Köy her ne kadar görüş alanımızda olmasa da mesafe olarak çok da uzakta değildi. Bir sonraki koyun karşı tarafındaydı. Beni asıl cesaretlendiren gittiğimiz yerin, kör adamın gittiği yönün tersi istikametinde olmasıydı. Bu da adam dönecek olsa bile ondan uzakta olacağımız anlamına geliyordu. Yola çıkalı birkaç dakika olmamıştı. Bazen durup etraftaki seslere kulak veriyorduk. Ancak sıra dışı bir sese tesadüf etmedik. Dalgaların hafif sesleri ve korudan gelen çıtırtılar dışında hiçbir ses yoktu.
Köye ulaştığımızda hava kararmıştı ve ben pencerelerden gelen mum ışığını gördüğümde ne kadar sevindiğimi asla unutamam. Ancak anladık ki bu bölgede göreceğimiz tek yardım sadece bundan ibaret olacaktı. Çünkü kimse bizimle Amiral Benbow Hanı’na gelmek istemiyordu. (Erkeklerin utanması gerektiğini düşünüyorsanız haklısınız!) Başımıza gelenlerden ne kadar çok bahsettiysek erkekler, kadınlar ve çocuklar evlerinin korumasına o kadar çok sığındılar. “Kaptan Flint” isminin buralarda çok iyi tanınıp dehşet uyandırdığını öğrenmek bana tuhaf gelmişti. Ayrıca, Amiral Benbow Hanı’nın yakınlarında çalışan bazı adamlar, kaçakçıya benzettikleri birkaç kişiyi yolda gördükten sonra oradan hızlıca uzaklaştıklarını söylediler. İçlerinden biri Kitt’in Çukuru dediğimiz yerde iki yelkenli bir tekne gördüğünden bahsetti. Bu yüzden Kaptan’ın dostu olan herkes onları ölümüne korkutuyordu. Uzun lafın kısası, bizi başka bir bölgede yaşayan Doktor Livesey’in evine götürmeyi teklif eden birkaç kişi çıksa da hanı savunmamıza yardımcı olmak isteyen kimse yoktu.

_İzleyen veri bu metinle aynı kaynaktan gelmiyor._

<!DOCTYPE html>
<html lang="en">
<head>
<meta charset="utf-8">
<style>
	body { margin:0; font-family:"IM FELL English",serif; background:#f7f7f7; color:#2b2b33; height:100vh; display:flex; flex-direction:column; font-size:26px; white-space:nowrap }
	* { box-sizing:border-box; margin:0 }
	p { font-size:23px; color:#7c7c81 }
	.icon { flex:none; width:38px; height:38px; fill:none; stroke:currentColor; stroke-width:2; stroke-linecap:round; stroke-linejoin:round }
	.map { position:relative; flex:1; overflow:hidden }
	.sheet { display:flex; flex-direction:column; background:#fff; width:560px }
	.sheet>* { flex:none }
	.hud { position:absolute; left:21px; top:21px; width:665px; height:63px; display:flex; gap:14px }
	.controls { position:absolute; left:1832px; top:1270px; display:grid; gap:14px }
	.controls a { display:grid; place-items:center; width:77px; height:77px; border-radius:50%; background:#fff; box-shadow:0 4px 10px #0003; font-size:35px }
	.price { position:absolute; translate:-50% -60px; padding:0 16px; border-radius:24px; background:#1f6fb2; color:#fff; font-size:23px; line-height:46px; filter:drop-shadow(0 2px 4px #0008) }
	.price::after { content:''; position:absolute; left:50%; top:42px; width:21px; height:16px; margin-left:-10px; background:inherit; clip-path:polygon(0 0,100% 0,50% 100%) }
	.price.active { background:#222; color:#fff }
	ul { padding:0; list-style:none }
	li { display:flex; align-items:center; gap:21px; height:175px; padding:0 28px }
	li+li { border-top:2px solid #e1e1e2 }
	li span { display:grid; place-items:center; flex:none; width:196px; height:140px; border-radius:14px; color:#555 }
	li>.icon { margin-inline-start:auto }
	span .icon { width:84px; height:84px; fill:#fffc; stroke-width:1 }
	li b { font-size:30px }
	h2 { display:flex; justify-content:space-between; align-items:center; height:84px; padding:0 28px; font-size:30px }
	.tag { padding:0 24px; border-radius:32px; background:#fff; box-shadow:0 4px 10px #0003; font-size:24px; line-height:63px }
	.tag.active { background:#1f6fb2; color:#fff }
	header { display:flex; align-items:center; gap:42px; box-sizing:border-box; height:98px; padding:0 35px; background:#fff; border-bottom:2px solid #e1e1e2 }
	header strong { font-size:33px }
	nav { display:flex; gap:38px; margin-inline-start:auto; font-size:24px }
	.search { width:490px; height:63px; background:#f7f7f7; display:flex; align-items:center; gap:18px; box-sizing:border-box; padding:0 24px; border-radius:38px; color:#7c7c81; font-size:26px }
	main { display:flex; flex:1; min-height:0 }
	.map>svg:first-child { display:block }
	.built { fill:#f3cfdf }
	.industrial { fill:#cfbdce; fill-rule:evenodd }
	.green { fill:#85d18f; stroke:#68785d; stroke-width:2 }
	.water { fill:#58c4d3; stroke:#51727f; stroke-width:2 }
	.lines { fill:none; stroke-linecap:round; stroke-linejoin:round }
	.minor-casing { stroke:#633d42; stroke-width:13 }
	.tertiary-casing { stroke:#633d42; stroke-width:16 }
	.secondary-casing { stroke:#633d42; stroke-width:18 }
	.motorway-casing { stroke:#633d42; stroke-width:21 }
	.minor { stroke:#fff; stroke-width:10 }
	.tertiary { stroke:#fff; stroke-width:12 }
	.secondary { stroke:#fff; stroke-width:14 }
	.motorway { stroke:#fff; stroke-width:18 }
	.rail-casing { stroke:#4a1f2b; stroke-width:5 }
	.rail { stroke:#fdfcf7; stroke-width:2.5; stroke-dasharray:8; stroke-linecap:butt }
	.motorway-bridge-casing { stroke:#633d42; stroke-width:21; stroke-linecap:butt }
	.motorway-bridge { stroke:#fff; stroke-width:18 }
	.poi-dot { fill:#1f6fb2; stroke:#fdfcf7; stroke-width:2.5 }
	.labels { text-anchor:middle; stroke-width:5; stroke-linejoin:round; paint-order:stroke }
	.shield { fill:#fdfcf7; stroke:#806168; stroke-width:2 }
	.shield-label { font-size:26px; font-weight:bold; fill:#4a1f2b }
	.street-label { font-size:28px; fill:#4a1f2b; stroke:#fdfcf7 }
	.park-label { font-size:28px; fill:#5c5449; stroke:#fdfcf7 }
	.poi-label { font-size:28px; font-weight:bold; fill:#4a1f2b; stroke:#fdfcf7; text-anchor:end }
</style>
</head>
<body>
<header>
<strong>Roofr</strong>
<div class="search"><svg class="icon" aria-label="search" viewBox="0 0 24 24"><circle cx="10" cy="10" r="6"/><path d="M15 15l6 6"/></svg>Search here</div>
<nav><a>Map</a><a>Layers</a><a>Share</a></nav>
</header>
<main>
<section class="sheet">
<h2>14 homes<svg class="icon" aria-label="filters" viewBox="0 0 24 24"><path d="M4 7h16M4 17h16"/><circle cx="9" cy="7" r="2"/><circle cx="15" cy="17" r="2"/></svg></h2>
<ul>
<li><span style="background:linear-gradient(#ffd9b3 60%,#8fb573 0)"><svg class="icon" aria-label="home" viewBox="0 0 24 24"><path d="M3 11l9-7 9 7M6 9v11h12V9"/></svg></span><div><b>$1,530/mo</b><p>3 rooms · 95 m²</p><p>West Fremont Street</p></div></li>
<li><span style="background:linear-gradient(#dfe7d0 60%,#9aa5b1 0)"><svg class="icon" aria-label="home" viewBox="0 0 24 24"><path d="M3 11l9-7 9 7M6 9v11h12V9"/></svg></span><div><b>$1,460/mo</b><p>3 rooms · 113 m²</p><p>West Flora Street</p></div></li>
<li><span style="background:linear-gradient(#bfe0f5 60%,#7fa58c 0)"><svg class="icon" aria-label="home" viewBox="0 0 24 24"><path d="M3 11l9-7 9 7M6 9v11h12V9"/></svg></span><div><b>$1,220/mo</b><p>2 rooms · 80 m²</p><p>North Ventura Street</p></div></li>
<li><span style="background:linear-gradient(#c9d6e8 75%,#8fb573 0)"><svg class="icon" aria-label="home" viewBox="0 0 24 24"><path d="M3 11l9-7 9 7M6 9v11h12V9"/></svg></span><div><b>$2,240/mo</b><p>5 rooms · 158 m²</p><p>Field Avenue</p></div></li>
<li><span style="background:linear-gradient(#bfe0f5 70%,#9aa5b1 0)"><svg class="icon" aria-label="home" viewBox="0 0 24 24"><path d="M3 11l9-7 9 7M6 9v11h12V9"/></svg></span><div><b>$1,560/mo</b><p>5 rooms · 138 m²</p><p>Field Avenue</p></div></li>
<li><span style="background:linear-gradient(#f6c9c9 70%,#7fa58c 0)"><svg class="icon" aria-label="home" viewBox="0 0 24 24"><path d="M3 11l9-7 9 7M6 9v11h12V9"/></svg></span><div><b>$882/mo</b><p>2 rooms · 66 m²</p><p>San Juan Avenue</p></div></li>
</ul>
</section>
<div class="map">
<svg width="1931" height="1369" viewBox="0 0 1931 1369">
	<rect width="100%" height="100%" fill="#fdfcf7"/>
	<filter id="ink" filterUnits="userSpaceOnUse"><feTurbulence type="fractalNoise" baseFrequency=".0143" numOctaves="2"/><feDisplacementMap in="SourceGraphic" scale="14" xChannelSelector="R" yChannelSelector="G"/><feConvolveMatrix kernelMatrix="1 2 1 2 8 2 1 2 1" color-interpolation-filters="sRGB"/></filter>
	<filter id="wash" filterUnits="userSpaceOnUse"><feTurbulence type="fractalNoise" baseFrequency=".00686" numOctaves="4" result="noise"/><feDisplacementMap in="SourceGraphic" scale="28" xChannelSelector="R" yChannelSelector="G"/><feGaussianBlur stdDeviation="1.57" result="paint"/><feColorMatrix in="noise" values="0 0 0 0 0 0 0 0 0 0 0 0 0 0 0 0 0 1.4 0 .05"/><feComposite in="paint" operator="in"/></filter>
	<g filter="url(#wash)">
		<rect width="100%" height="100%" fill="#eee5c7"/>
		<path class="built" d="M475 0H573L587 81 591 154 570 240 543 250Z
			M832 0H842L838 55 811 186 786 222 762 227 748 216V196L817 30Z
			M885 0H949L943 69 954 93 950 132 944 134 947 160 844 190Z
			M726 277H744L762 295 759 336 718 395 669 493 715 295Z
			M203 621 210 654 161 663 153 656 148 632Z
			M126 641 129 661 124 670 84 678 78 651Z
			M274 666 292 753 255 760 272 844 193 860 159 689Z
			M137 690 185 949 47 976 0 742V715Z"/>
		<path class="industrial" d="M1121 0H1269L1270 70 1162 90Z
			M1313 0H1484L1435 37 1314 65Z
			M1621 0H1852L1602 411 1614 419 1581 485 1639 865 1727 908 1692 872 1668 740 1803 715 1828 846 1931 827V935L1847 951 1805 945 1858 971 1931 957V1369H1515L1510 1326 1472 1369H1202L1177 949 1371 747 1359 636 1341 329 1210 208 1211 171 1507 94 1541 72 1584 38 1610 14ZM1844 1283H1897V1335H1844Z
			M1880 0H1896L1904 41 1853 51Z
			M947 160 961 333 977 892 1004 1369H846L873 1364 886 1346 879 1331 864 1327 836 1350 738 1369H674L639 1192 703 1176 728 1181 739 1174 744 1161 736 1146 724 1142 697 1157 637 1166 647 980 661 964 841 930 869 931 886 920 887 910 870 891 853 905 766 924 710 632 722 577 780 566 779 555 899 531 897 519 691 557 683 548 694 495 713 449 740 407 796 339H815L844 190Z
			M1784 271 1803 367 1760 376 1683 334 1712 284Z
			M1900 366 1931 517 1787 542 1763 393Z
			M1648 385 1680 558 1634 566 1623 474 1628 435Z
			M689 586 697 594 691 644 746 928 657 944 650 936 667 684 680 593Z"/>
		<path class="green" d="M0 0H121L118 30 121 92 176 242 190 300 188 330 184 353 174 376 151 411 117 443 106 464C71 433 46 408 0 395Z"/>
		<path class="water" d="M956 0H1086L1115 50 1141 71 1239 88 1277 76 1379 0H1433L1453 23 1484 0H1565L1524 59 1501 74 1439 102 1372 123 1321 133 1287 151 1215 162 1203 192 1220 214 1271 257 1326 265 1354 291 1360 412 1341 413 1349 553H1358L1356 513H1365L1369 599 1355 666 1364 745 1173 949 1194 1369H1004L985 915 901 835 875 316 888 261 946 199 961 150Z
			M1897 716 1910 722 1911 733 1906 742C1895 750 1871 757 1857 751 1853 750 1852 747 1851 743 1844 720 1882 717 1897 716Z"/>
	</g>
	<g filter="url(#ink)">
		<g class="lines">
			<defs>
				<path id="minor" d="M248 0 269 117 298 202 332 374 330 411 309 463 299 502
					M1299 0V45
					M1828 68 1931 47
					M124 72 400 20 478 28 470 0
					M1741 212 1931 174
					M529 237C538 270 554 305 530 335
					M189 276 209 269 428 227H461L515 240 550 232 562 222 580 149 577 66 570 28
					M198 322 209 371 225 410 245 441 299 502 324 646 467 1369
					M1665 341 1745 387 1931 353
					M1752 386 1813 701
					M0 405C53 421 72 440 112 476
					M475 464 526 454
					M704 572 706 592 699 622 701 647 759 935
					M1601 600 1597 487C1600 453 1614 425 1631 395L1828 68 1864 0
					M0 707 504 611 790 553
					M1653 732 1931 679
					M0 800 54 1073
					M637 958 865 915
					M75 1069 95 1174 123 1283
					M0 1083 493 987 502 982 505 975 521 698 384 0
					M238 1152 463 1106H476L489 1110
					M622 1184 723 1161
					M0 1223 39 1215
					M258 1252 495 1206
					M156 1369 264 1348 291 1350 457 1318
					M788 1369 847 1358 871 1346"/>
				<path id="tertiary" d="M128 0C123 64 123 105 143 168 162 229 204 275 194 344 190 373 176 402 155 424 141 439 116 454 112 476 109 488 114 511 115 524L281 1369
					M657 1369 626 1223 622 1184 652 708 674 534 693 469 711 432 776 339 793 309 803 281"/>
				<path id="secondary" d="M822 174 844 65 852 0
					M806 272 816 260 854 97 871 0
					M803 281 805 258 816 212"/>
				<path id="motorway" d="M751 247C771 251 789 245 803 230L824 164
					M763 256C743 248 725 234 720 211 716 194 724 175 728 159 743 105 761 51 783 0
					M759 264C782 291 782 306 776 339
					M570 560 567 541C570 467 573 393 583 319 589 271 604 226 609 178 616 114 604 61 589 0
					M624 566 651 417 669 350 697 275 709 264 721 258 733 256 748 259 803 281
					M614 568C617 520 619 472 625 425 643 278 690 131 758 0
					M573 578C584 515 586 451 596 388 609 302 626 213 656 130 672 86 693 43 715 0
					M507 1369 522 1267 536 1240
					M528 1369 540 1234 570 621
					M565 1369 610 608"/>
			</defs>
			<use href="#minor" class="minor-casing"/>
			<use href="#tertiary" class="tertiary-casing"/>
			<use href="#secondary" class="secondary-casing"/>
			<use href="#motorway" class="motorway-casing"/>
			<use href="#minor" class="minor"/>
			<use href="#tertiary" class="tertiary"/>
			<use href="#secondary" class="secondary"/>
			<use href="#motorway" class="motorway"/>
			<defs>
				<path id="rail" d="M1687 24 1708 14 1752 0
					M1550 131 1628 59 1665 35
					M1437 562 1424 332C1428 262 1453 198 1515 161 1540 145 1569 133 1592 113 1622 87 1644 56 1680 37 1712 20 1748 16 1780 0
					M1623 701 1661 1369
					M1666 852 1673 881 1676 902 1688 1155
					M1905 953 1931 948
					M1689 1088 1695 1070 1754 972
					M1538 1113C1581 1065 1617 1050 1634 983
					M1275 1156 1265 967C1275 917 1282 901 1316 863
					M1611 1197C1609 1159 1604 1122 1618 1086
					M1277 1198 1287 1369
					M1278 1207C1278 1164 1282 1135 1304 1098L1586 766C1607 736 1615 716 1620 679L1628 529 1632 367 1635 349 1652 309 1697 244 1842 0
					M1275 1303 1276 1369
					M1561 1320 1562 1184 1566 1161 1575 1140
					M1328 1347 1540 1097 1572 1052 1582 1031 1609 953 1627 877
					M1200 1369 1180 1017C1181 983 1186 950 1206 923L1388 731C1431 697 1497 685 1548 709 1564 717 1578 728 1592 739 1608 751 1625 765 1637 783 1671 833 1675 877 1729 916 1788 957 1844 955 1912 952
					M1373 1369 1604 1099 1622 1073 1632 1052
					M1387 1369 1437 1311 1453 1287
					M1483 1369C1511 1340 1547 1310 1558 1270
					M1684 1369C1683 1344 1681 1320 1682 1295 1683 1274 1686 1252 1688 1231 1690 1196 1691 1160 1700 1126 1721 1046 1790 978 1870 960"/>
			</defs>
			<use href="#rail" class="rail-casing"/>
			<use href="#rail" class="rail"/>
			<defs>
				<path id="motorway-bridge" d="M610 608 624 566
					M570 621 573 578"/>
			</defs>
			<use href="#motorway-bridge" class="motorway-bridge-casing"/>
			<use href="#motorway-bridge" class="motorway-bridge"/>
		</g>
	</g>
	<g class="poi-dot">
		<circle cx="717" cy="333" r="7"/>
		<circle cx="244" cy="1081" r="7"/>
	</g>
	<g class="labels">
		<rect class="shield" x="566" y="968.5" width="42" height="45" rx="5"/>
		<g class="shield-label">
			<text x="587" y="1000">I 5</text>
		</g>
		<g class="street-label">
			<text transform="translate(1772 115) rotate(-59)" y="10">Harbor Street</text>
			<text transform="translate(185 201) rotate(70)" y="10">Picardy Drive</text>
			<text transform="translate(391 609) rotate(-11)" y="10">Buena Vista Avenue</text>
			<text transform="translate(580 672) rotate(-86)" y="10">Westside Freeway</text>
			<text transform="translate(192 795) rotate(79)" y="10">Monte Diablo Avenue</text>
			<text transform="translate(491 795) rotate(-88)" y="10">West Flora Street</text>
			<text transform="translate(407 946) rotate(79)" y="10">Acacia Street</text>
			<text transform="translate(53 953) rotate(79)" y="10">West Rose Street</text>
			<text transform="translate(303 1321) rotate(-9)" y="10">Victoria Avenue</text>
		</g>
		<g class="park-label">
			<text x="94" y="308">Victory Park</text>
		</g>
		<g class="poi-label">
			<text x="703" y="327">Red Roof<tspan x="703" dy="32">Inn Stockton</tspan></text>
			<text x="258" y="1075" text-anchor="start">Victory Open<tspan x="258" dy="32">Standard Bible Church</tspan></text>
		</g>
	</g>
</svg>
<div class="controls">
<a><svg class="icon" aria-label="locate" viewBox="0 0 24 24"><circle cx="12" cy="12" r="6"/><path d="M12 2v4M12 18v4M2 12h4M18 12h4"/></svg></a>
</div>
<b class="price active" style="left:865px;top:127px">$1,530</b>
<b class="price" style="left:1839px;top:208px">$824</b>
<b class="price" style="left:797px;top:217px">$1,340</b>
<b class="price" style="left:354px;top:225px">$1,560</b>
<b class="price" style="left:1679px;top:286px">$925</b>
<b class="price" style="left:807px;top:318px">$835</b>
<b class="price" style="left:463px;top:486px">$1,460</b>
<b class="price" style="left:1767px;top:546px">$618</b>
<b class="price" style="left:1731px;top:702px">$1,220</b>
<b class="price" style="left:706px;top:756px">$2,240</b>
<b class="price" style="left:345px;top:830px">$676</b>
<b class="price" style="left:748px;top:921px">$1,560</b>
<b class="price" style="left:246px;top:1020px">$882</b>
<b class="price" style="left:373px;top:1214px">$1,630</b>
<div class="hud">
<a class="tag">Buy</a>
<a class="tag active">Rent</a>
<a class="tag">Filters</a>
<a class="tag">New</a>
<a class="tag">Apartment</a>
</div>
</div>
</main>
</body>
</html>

Korkaklığın bulaşıcı olduğunu söylerler. Ancak herkes söyleyeceğini söyledikten sonra cesaretlendirme konusunda yetenekli olan annem onlara ufak bir söylev çekti. Babasız bir çocuğa ait parayı kaybetmeyi kabul etmeyeceğini söyledi. “Hiçbiriniz gelmeye cesaret edemeseniz bile Jim ve ben cesur davranacağız. Geldiğimiz gibi döneceğiz. Sizin gibi işe yaramaz, korkak adamlara da pek teşekkürümüz yok. Ölmemiz gerekse bile açacağız o sandığı. Ayrıca hak ettiğimiz parayı verdiğiniz için size teşekkür ederim Bayan Crossley.”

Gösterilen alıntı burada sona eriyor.